Не верили, что Дима был с отцом на фронте и видел пленных немцев. Не верили, что далеко за Новосибирском у железной дороги в степи находилась статуя-скала Сталина высотой с четырехэтажный дом. Это было все, чем мог похвалиться Дима. Но и это оспаривал у него Гривнев, видимо проезжавший мимо статуи Сталина ночью.
А Высотину верили. Он хвалил прямые и зеленые улицы своего города. В ясные дни там видны были снежные вершины сиреневых гор, казавшиеся совсем близкими, будто они все время приближались и росли. Зимой там соревновались лучшие конькобежцы страны. Баскетбольная команда побеждала ведущие московские команды, ее игроки и тот, что был необыкновенно большого роста, входили в сборную Союза. А сколько выдающихся людей жило там и приезжало туда! А какой там замечательный театр! Получалось, что только столицы республик да немногие крупные города заслуживали внимания. Не хвалили только Москву. Там было все.
Раскрывшаяся перед Димой жизнь страны как будто противостояла тому, что до сих пор составляло его жизнь. Оказалось, что многие ребята в чем-то превосходили его. И все же никто — Дима сознавал, что тоже был таким, — никому не хотел уступать. Все хотели что-то значить.
Нет, Дима никому не завидовал. Невольно отыскивая в себе то, что было по-настоящему дорого ему, он неожиданно вспомнил своих сахалинских друзей — Леню Гликенфрейда и Алексея Кима.
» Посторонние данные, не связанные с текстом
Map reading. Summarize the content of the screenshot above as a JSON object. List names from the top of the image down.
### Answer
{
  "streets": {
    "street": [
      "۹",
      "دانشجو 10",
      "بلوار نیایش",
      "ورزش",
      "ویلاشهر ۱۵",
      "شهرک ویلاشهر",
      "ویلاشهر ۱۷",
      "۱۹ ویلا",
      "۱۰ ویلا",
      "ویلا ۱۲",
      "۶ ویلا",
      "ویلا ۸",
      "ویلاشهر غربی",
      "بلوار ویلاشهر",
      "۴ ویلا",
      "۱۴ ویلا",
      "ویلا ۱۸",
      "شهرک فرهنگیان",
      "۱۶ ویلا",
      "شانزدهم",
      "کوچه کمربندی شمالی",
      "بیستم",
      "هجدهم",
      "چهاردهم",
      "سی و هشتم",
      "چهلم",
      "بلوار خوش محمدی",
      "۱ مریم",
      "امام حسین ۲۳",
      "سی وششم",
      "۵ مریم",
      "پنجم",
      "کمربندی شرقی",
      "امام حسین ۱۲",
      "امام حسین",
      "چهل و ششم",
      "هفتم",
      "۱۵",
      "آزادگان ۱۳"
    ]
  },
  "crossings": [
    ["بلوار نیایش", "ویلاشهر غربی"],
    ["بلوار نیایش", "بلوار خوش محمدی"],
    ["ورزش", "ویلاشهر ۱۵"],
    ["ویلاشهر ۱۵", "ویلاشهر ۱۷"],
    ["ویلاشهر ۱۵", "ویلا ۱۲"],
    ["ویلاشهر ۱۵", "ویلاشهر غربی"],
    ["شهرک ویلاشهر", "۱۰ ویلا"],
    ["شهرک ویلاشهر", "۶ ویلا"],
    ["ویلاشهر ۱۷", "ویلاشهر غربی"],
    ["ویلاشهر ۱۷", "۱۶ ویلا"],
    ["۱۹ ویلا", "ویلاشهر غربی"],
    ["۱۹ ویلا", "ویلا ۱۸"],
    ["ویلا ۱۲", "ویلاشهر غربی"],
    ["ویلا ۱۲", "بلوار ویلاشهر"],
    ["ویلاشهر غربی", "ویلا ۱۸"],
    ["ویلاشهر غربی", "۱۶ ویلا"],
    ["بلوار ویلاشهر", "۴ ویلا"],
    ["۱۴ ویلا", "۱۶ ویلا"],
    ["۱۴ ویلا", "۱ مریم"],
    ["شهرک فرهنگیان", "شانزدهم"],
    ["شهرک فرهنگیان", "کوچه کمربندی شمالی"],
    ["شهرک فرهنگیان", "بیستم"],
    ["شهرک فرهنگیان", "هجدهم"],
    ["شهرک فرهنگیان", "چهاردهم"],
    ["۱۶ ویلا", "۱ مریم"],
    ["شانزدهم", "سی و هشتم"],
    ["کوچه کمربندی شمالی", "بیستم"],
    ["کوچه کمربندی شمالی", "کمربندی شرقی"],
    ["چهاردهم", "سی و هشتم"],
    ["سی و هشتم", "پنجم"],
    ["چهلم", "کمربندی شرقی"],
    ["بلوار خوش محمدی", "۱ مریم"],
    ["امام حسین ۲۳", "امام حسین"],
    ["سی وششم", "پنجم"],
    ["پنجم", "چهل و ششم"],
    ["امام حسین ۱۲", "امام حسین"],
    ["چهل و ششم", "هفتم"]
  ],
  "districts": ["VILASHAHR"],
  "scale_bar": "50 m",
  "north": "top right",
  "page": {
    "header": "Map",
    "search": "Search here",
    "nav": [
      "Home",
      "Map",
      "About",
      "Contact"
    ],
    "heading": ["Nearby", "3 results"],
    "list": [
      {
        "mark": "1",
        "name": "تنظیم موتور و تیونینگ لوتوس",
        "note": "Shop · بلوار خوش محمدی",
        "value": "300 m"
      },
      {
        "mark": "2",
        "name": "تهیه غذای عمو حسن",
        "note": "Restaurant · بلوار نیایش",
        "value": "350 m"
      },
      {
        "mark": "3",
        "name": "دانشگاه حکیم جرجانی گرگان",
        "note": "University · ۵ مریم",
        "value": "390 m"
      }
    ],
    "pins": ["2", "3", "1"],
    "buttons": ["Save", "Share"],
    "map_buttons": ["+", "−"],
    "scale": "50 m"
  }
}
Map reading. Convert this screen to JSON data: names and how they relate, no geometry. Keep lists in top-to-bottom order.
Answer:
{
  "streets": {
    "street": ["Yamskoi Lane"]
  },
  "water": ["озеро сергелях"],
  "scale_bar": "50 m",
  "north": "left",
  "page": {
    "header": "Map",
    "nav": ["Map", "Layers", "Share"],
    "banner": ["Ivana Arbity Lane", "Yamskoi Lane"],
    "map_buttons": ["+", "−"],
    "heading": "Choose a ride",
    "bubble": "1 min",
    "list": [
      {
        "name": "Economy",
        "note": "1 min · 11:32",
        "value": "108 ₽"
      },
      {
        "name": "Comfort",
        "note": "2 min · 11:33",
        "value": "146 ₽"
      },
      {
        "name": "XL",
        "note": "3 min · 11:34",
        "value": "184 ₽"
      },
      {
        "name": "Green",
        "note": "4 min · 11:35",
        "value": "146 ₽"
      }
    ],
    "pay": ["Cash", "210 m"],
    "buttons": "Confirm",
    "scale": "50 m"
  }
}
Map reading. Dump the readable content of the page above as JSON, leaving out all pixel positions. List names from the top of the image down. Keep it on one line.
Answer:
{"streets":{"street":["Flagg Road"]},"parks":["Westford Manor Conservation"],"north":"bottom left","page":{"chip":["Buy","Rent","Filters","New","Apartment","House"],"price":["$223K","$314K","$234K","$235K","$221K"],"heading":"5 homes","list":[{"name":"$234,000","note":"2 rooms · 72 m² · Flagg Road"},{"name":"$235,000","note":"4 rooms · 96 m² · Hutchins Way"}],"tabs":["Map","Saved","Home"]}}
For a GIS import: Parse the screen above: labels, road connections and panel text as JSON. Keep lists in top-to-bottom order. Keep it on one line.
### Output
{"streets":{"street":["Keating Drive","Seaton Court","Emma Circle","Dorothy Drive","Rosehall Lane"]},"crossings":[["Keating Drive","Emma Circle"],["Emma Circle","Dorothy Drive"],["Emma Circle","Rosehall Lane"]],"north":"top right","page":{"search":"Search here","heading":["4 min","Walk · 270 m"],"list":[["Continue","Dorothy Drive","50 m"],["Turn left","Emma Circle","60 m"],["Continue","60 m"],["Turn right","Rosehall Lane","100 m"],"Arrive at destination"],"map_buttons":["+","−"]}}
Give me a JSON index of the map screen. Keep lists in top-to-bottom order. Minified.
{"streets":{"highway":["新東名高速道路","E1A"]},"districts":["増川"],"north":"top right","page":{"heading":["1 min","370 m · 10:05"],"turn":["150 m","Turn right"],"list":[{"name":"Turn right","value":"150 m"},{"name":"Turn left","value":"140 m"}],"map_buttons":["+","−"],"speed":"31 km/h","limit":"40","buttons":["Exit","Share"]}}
Он даже удивился, что вспомнил их, но удивление тут же сменила догадка: может быть, то, что он знал о Лене и Алексее, и то, как сложится их жизнь дальше, было важнее, чем всякие города с их достопримечательностями, спортивными командами, известными людьми?
Нет, он не жалел, что поступил в училище. Все равно нужно было где-то быть и стараться чувствовать себя хорошо. И дома ему не стало бы лучше. Но меньше всего он хотел, чтобы мама видела, как он старался поднимать ногу выше и откидывать руку назад до отказа, как ему делали замечания и он тут же исправлялся. Конечно, Тоне это понравилось бы. Наверное, понравилось бы и маме.
Он заполнял едва полстранички. О чем писать еще? Не описывать же все подряд. Писать нужно не о чем-то вообще, а о себе. Но что можно написать о себе? Здесь постоянно нужно куда-то бежать, строиться, наводить порядок. Все время нужно было кем-то быть. За этим следили офицеры и старшина, преподаватели и сами воспитанники. Еще больше следил за этим сам Дима. Часто он забывался. Потом приходил в себя и видел, что показывал офицеру начищенный до серебряного блеска задник ботинка, подшитый подворотничок, смотрел на грудь четвертого человека, шел в парадной коробке по центральной аллее… Он будто был не он, а кто-то другой. И снова забывался. Пока он старался кем-то быть, он будто ни о чем не думал. Однажды показалось: о н ч у т ь б ы л о с о в с е м н е з а б ы л с е б я. Потом это показалось еще раз. Потом еще и еще.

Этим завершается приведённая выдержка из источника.